*** Information Section Begins ***
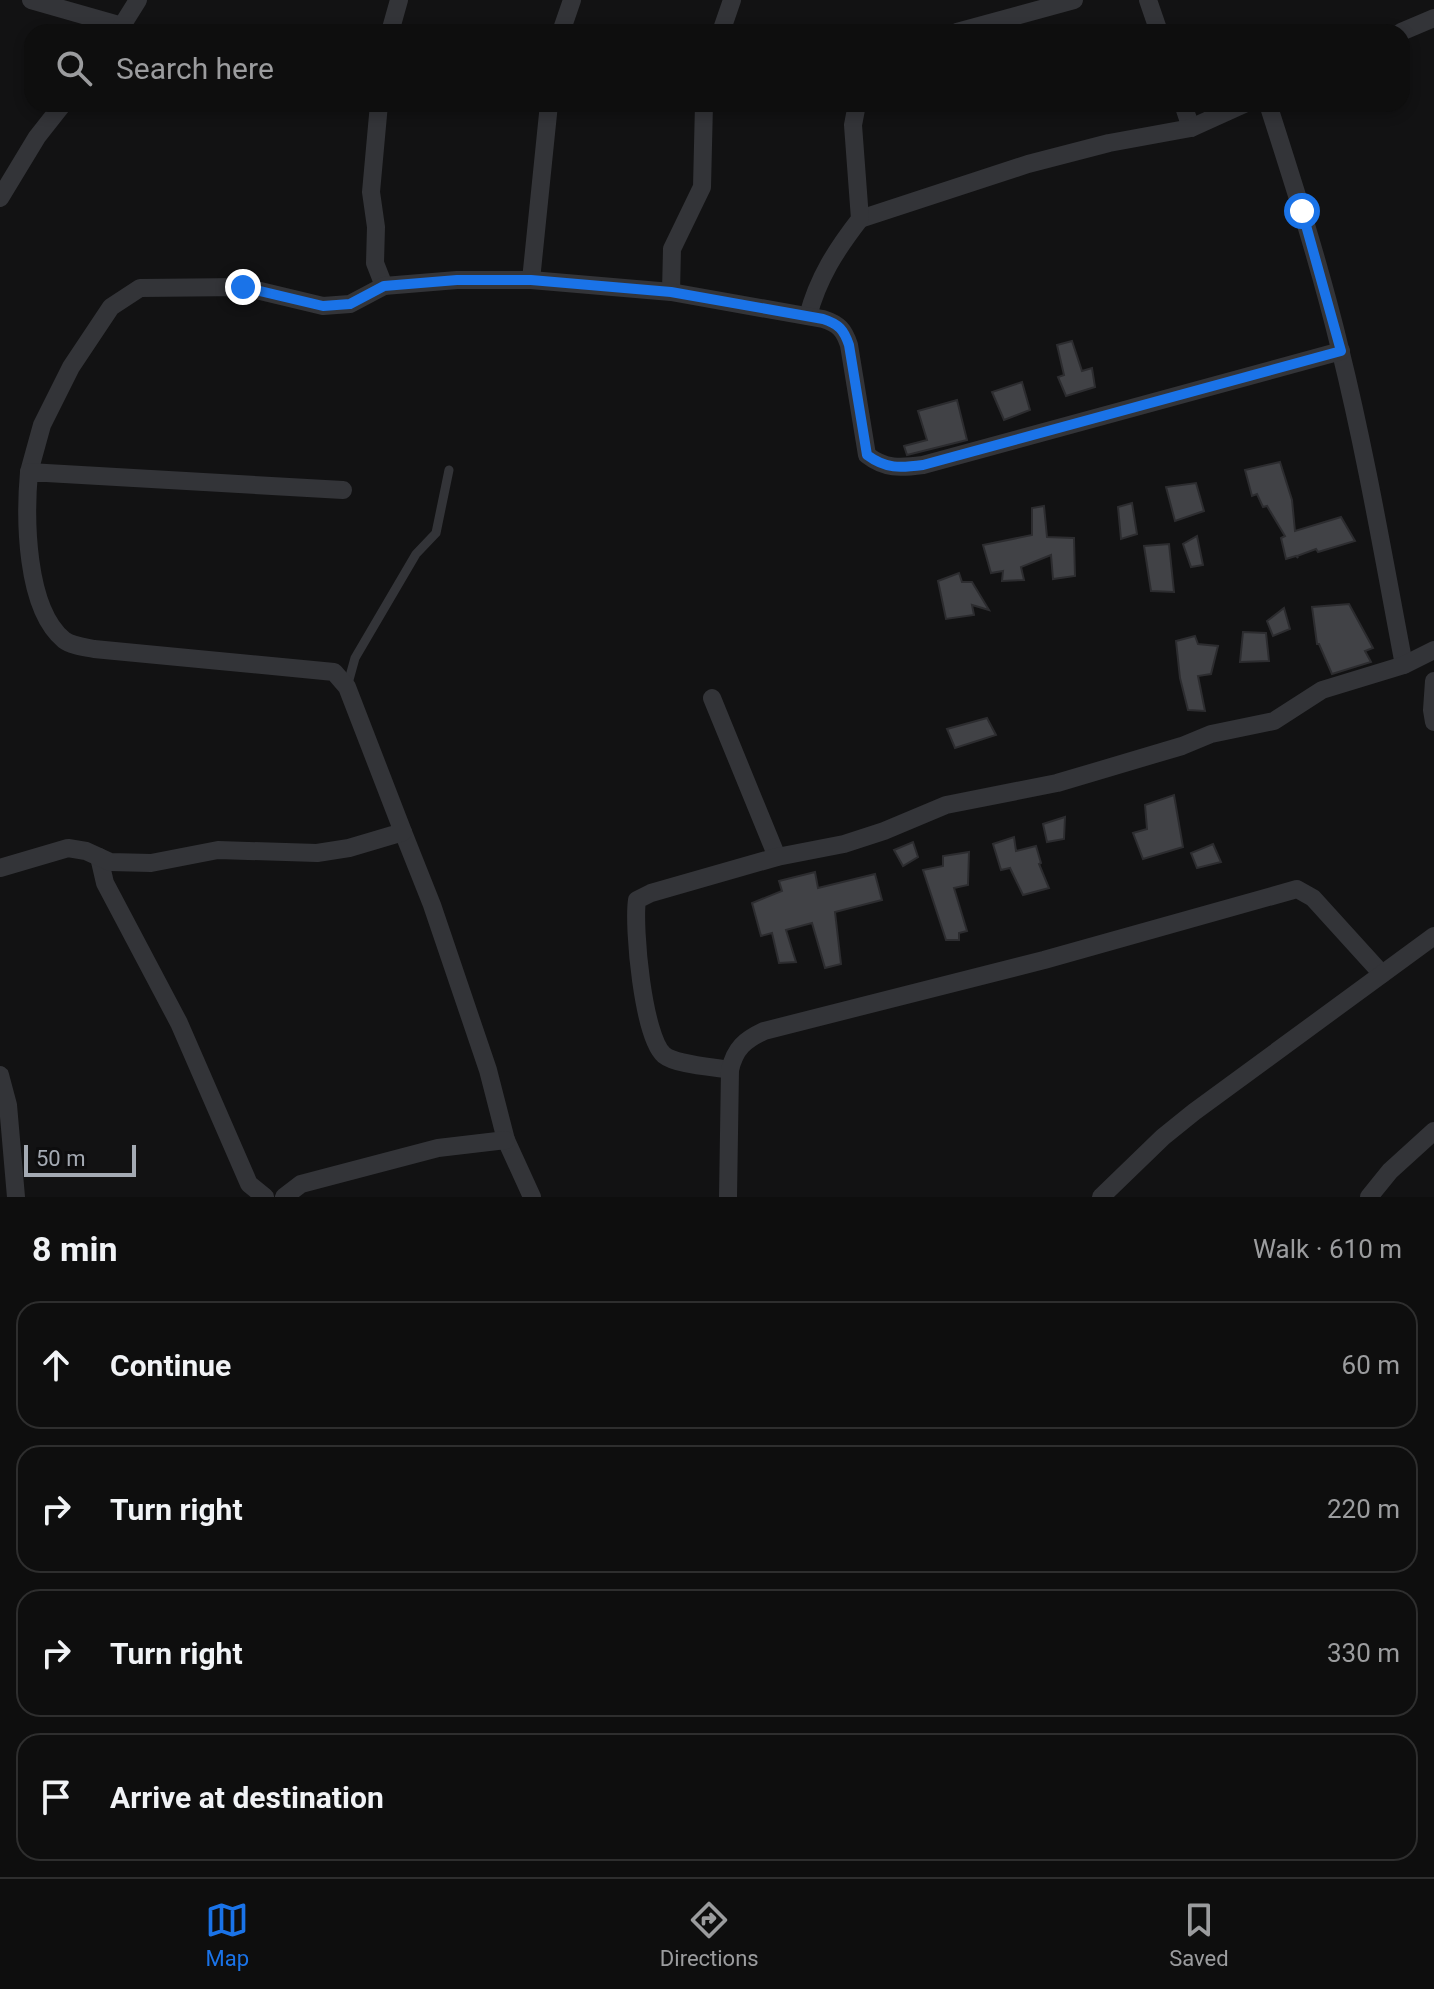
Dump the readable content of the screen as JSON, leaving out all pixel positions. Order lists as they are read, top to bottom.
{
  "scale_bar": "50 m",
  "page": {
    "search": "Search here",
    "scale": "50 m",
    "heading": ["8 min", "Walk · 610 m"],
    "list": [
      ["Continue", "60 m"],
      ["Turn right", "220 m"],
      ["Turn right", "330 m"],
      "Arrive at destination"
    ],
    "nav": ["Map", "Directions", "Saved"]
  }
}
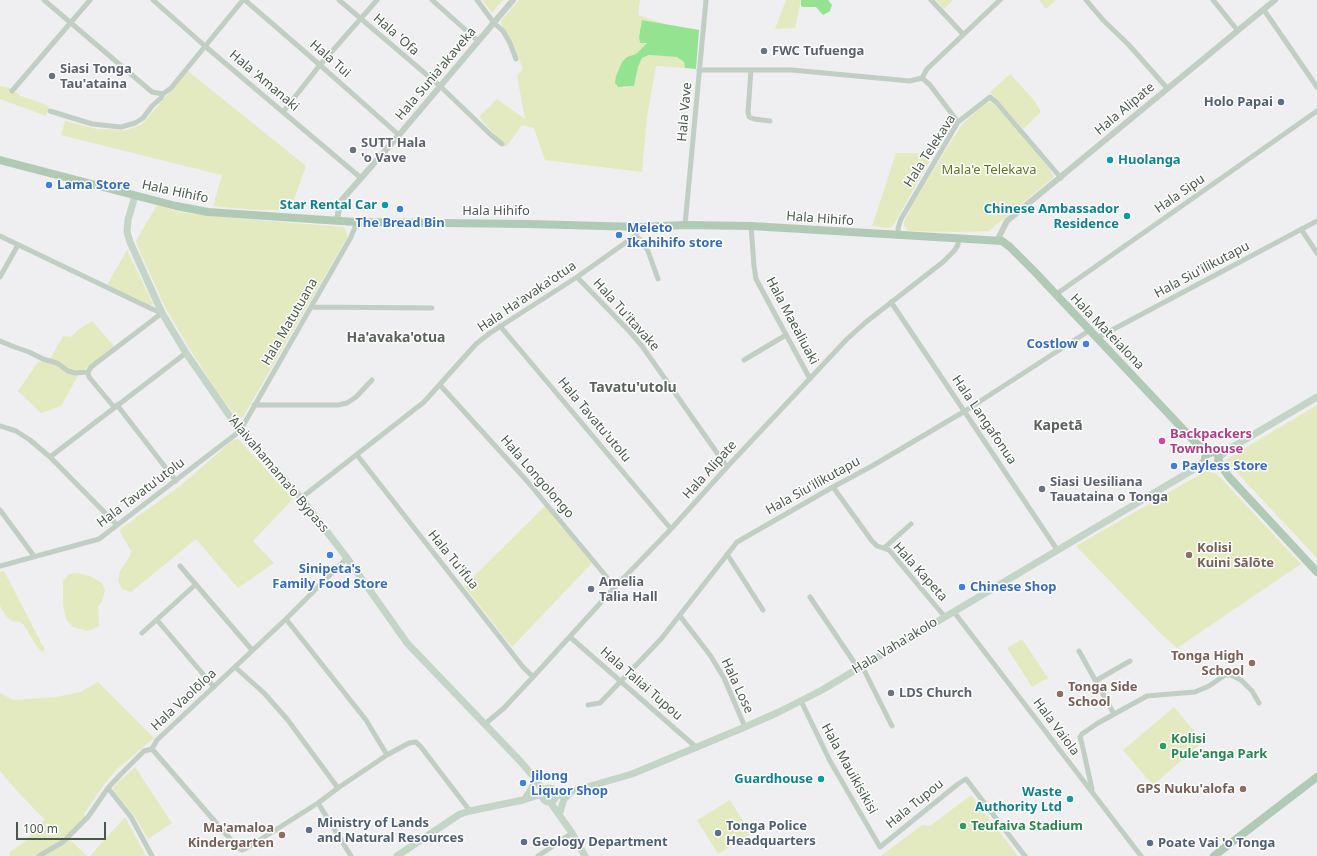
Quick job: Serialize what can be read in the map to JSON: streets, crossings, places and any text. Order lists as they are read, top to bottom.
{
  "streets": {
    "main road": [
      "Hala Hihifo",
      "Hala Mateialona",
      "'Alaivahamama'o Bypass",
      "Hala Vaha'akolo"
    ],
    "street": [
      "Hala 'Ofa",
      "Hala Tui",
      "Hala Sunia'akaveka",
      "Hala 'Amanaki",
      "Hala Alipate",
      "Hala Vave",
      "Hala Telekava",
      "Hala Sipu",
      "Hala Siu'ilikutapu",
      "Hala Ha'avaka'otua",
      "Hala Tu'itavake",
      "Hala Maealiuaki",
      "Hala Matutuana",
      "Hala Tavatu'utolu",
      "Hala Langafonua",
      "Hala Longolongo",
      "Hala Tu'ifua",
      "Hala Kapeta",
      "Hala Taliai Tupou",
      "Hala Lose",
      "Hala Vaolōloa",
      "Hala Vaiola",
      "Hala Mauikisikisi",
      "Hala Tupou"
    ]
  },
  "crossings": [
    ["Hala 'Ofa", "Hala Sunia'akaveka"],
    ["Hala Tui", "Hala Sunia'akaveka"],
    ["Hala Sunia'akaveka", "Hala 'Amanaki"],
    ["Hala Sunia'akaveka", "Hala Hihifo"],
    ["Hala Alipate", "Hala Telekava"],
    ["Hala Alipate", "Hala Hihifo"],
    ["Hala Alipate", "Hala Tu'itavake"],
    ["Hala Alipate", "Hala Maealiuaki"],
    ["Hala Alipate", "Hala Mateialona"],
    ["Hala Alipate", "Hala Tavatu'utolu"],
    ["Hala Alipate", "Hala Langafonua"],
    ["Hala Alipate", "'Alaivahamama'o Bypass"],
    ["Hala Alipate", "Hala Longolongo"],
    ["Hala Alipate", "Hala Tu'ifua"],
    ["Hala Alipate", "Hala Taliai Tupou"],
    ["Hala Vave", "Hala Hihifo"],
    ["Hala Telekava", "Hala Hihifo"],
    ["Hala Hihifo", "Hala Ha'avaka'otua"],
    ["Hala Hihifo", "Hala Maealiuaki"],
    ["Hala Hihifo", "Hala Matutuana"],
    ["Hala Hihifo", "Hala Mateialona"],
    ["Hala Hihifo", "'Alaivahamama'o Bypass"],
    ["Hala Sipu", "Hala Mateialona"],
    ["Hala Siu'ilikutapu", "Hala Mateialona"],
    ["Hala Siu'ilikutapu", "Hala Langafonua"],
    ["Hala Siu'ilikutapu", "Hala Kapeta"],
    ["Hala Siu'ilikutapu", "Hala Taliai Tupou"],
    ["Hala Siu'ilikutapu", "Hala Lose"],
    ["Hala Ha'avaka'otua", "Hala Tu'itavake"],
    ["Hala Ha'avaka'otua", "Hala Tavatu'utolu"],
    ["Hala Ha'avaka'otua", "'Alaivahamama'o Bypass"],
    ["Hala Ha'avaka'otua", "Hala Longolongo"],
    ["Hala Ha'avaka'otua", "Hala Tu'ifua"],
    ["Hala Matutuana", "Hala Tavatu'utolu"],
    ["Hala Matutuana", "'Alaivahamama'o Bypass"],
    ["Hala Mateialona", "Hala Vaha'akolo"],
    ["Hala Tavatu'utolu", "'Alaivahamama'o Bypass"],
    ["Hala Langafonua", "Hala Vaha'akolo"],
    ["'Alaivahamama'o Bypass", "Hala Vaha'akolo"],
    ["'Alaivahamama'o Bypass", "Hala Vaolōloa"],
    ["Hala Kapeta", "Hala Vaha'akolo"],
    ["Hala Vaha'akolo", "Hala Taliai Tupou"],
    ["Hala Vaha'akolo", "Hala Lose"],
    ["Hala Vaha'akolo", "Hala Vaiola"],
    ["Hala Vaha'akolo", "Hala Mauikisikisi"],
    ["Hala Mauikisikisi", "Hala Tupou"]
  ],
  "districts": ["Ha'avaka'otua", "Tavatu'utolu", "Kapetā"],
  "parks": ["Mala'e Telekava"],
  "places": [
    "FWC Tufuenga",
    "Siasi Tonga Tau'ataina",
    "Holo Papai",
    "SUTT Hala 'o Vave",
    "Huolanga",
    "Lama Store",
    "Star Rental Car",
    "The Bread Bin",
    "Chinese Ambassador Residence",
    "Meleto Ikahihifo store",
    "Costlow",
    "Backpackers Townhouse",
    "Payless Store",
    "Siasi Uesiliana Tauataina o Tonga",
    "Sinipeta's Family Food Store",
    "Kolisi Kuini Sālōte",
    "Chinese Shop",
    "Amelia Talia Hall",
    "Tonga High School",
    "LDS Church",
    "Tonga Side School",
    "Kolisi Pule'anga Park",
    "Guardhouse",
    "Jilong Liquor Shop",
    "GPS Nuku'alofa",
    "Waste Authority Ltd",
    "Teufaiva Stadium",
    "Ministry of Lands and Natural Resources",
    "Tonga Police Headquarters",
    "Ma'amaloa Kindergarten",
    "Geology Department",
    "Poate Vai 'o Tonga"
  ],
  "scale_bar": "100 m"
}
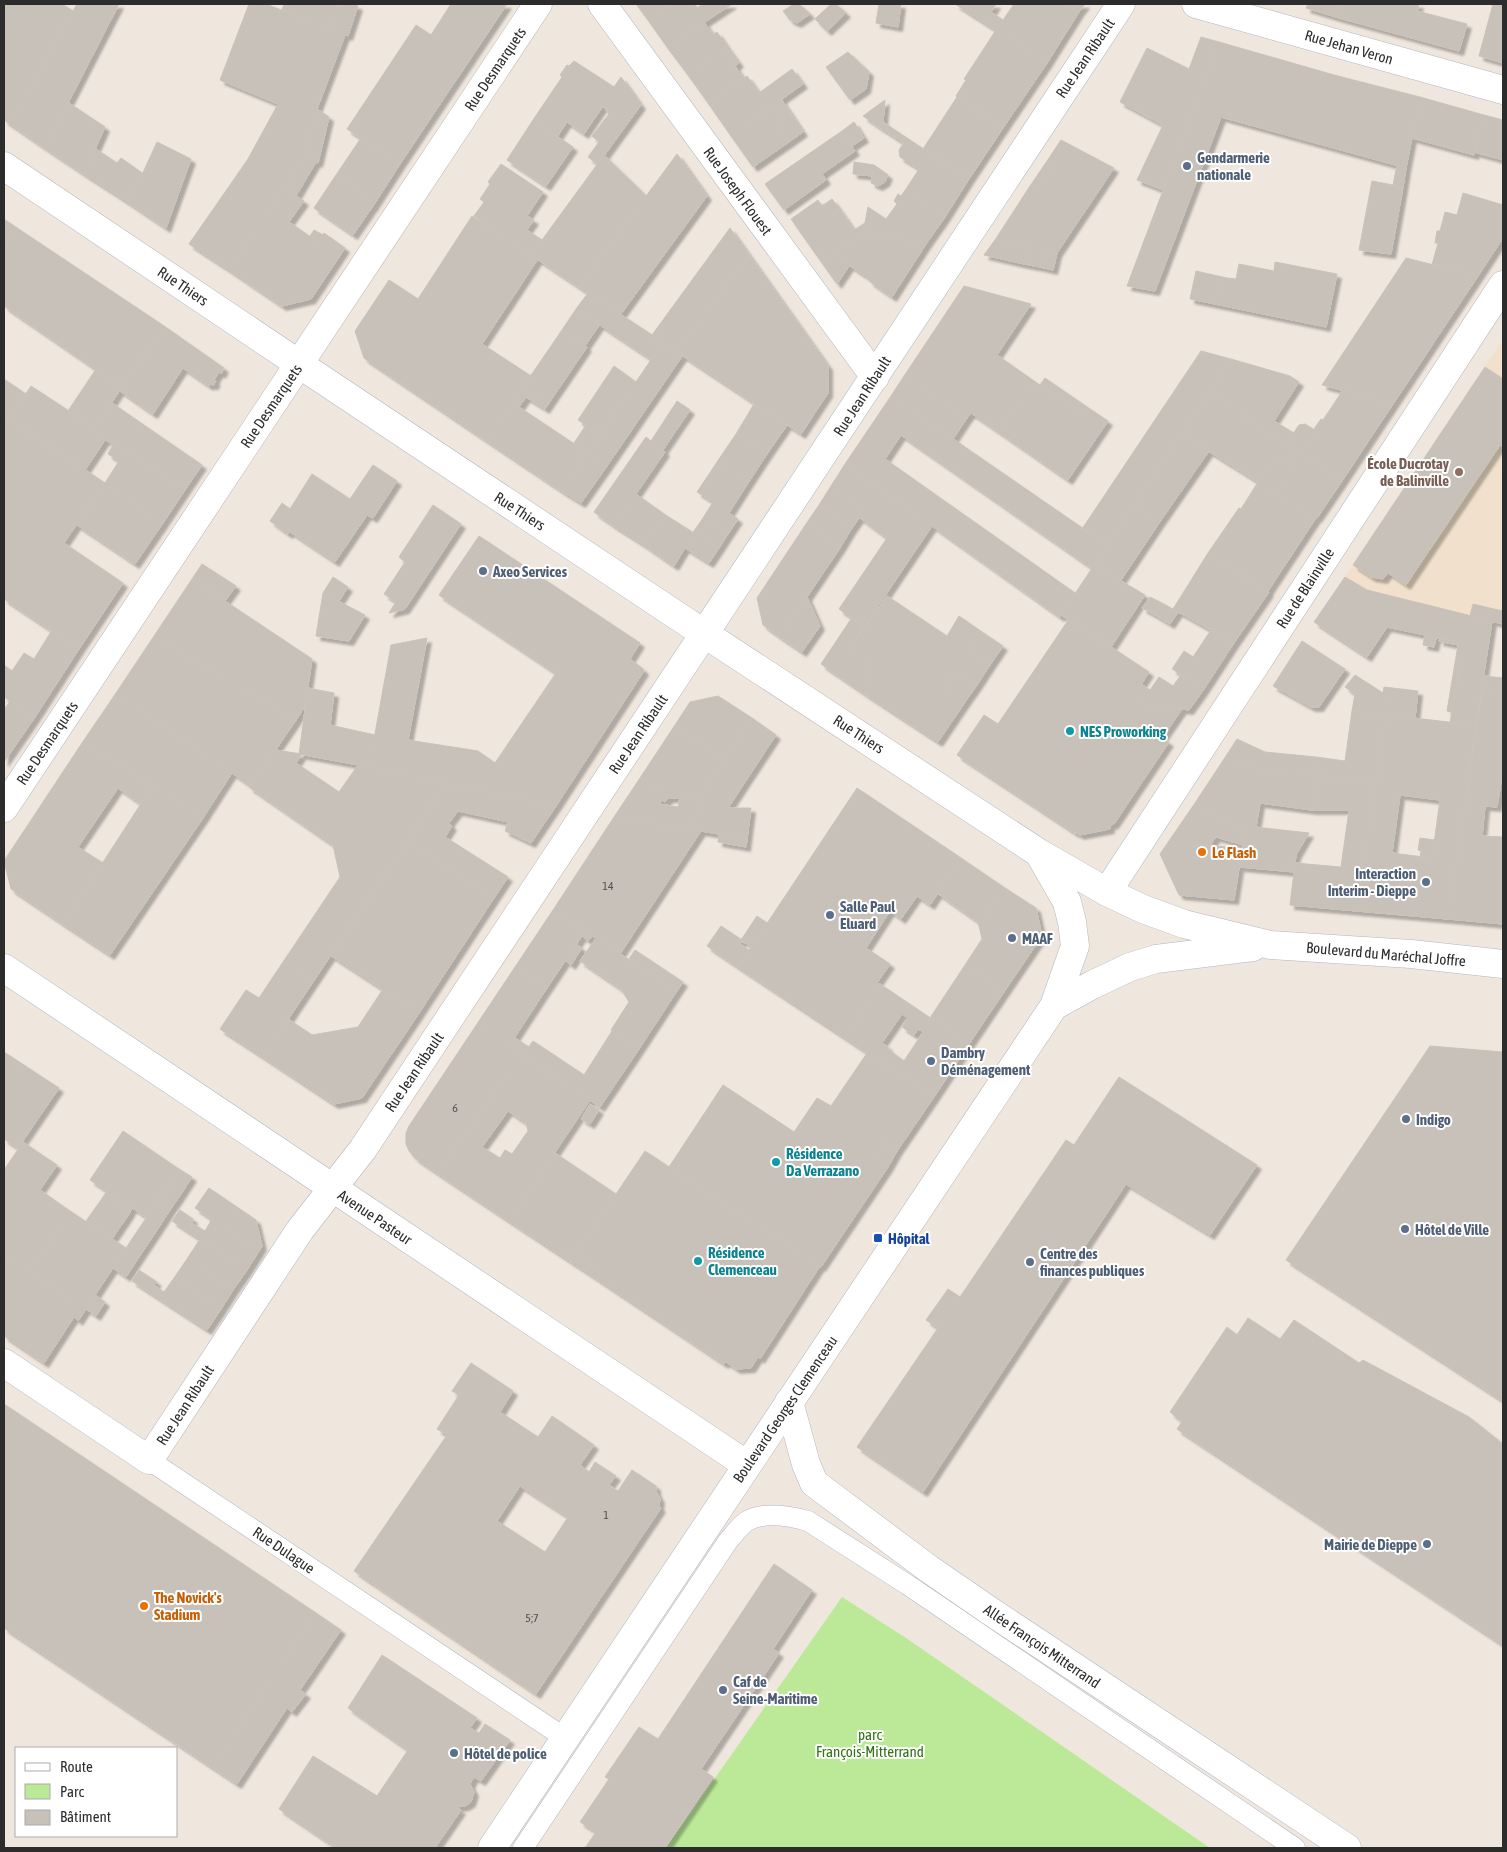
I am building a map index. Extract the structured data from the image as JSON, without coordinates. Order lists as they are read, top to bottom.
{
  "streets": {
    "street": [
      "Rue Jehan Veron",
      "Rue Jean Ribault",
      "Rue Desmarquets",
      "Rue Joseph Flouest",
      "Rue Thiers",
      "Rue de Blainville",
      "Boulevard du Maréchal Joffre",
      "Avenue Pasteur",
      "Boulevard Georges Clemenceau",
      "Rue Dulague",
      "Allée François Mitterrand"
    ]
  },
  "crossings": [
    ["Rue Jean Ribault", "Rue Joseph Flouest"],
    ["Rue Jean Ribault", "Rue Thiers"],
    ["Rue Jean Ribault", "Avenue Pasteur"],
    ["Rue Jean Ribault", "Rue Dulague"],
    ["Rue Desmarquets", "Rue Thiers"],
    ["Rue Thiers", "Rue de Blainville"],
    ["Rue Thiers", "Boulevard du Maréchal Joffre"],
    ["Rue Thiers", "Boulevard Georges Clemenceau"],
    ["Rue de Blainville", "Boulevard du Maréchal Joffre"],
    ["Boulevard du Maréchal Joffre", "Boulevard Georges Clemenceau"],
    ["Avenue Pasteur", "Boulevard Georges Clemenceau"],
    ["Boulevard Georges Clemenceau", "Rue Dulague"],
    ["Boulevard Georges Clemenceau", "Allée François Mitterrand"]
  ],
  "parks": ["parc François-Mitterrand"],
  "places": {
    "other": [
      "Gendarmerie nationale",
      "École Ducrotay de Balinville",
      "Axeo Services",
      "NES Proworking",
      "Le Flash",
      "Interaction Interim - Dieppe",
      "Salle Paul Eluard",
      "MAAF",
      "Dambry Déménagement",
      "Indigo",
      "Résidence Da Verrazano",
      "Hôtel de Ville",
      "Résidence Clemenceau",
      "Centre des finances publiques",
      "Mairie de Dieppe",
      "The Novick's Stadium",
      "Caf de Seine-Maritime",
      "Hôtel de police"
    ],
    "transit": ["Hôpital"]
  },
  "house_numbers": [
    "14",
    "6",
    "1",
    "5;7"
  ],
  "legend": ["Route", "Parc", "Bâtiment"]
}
*** Information Section Ends ***
_What to work on_:
Look through the entries for the string "akaveka". Every line that has it belongs in the answer.

_Written solution_:
      "Hala Sunia'akaveka",
    ["Hala 'Ofa", "Hala Sunia'akaveka"],
    ["Hala Tui", "Hala Sunia'akaveka"],
    ["Hala Sunia'akaveka", "Hala 'Amanaki"],
    ["Hala Sunia'akaveka", "Hala Hihifo"],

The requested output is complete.